But you must remember that the inn was recommended by Bombadil and so Frodo and co. would have entered with a certain degree of naïveté or at least trusting the Breelanders as being an intrinsically 'good' peoples. Since most Hobbits distrusted 'outsiders' or didn't travel much (despite living in the East farthing Fatty had never been over the Brandywine) it certainly shows the dexterity of Frodo and co. to go into the inn, no matter how naive or silly it was in retrospect. Merry's excuse for not going into the Inn-room was that it would be "too stuffy", he does however warn the hobbits to be careful of what they say or do in the inn, orders that Frodo follows, to the point of being ostracized by the Breelanders because of he wasn't very communicative, only having to rescue Pippin when he begins to get a little bit too sociable. (and drunk) Even then it was an "accident", accidents happen, no matter how wise the person is. Even more alarmingly, when discussing the “accident” Aragorn vaguely alludes to some kind of “outside force” playing a part in the incident at the Prancing Pony. If so, is this any different from Merry being "drawn too" the shadow close to Ferny's house? Frodo thought the riders had (if only temporarily) given up the chase. Make you can claim that Frodo should have listened more carefully to Gildor’s words ('my heart tells me that you will know more about these riders then me', he should have known that the riders would not be that easily put off) and also Bombadil's comments on the Riders. Maybe he should have kept closer track of Gandalf's comments on the "Ringwraiths" and "Aragorn", it is surprising that he didn’t remember Aragorn, or put two and two together about the riders, but then again he hadn’t, as of yet met “nine” riders and he would have had a lot more on his mind at the time. So Frodo may have felt it safe to go to the "friendly" inn, possibly to find out any news of either the riders or Gandalf or of the road ahead. 

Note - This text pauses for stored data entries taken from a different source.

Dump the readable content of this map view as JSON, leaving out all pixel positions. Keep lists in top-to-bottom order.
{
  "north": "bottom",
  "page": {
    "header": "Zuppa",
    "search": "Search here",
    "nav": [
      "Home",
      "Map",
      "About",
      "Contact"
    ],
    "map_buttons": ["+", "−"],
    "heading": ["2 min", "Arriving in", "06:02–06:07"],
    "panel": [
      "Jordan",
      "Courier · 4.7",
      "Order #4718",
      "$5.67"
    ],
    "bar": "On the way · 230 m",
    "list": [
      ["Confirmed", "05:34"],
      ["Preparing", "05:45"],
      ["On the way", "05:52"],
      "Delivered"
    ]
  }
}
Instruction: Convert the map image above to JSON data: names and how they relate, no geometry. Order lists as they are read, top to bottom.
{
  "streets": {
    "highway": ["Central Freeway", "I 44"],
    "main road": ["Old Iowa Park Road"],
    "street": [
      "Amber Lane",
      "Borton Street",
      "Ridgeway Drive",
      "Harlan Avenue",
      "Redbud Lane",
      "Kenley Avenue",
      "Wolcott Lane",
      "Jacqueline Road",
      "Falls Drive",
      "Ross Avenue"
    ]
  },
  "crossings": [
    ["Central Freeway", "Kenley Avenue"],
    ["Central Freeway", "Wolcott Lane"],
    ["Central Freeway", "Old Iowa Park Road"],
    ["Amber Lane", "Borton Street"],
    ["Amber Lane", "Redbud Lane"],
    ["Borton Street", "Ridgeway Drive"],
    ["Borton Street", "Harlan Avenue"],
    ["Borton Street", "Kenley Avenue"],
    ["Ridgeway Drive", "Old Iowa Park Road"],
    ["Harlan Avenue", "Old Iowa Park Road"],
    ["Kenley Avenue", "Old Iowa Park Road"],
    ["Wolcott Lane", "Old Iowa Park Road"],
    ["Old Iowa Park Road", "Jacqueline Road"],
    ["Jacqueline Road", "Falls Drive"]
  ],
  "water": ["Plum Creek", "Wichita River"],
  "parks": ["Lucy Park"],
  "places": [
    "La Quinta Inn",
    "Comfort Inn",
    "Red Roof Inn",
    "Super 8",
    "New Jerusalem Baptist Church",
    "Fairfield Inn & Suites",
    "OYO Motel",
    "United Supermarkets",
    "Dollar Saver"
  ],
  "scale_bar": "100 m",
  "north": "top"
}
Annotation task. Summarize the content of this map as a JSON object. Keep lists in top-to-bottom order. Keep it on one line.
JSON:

On the ring-incident-the ring would have effected Frodo's judgement. Remember the ring made the possessor possessive over it, and so Frodo would have been worried that about what Bombadil may have done to the ring. Is it any different from Isildur claiming the ring as a heirloom for his father and brother? The ring is a powerful force, probably the most powerful force in Middle-Earth-can you really except the then inexperienced Frodo to control his emotions over the ring? 

He was walking around the Shire for a simple reason-because he didn’t expect any “trouble” in the Shire. A tad naïve maybe, but unrestrainble. 

Good point on Merry’s astuteness and foresight in looking at the maps beforehand. Maybe Frodo relied to heavily on fate and Gandalf and co. too much. 

Certainly by the end of the novel Frodo’s wisdom has become crystallised. I think he is on “another level” to the hobbits by then, due to his experiences. Notice the heterogeneous attitudes of the Hobbits with regards to the despotic men who had taken over the Shire and Saruman. Frodo is certainly as lot more pacifying then the bellicose hobbits, though their anger is of course justified and understand. But Frodo’s real triumph for me, is when he competently deals with Saruman. Even Saruman respects Frodo, since whilst the other hobbits are baying for his blood Frodo understand that killing him will do no good, but will only lead to greater evil. Maybe my assertion that Frodo was on “another level” from Merry and co. in terms of wisdom is a bit over the top, but do you really think Merry and co. would act in a similar way?

Frodo's life at Bag End may have been pampered, as you say. But he still went out a lot. He knew Sindarin (and a bit of Quenya, but his Sindarin was still pretty 'raw' since he thought the Sindarin spoke by the Elves in Lorien was another language) and he used to question Dwarves about what was going on in the world, wheras most Hobbits nobly ignored them. Merry and Pippin even thought he visited Elves, but as the meeting with Gildor shows, he didn't, or at least he didn't visiit that group of Elves, though he does know that some Elves travelled through the Shire at times to get to the havens,


----------



## HLGStrider (Apr 18, 2004)

I think the age was for a different reason.

Frodo is given a childhood, a time of peace, a time of innocence, a time to firmly entrench him in the ways of the lovely, peaceful, quaint Shire before he has to face the world.

For one thing it is more kind to the main character to do this.

For another it gives him a base, a foundation, that makes him stronger.

Bilbo's age was just a way of solidifying that he never had adventures. You take a twenty-year-old hobbit and say he never had adventures, it's probably because he's twenty. A hobbit of forty has had a chance to have some.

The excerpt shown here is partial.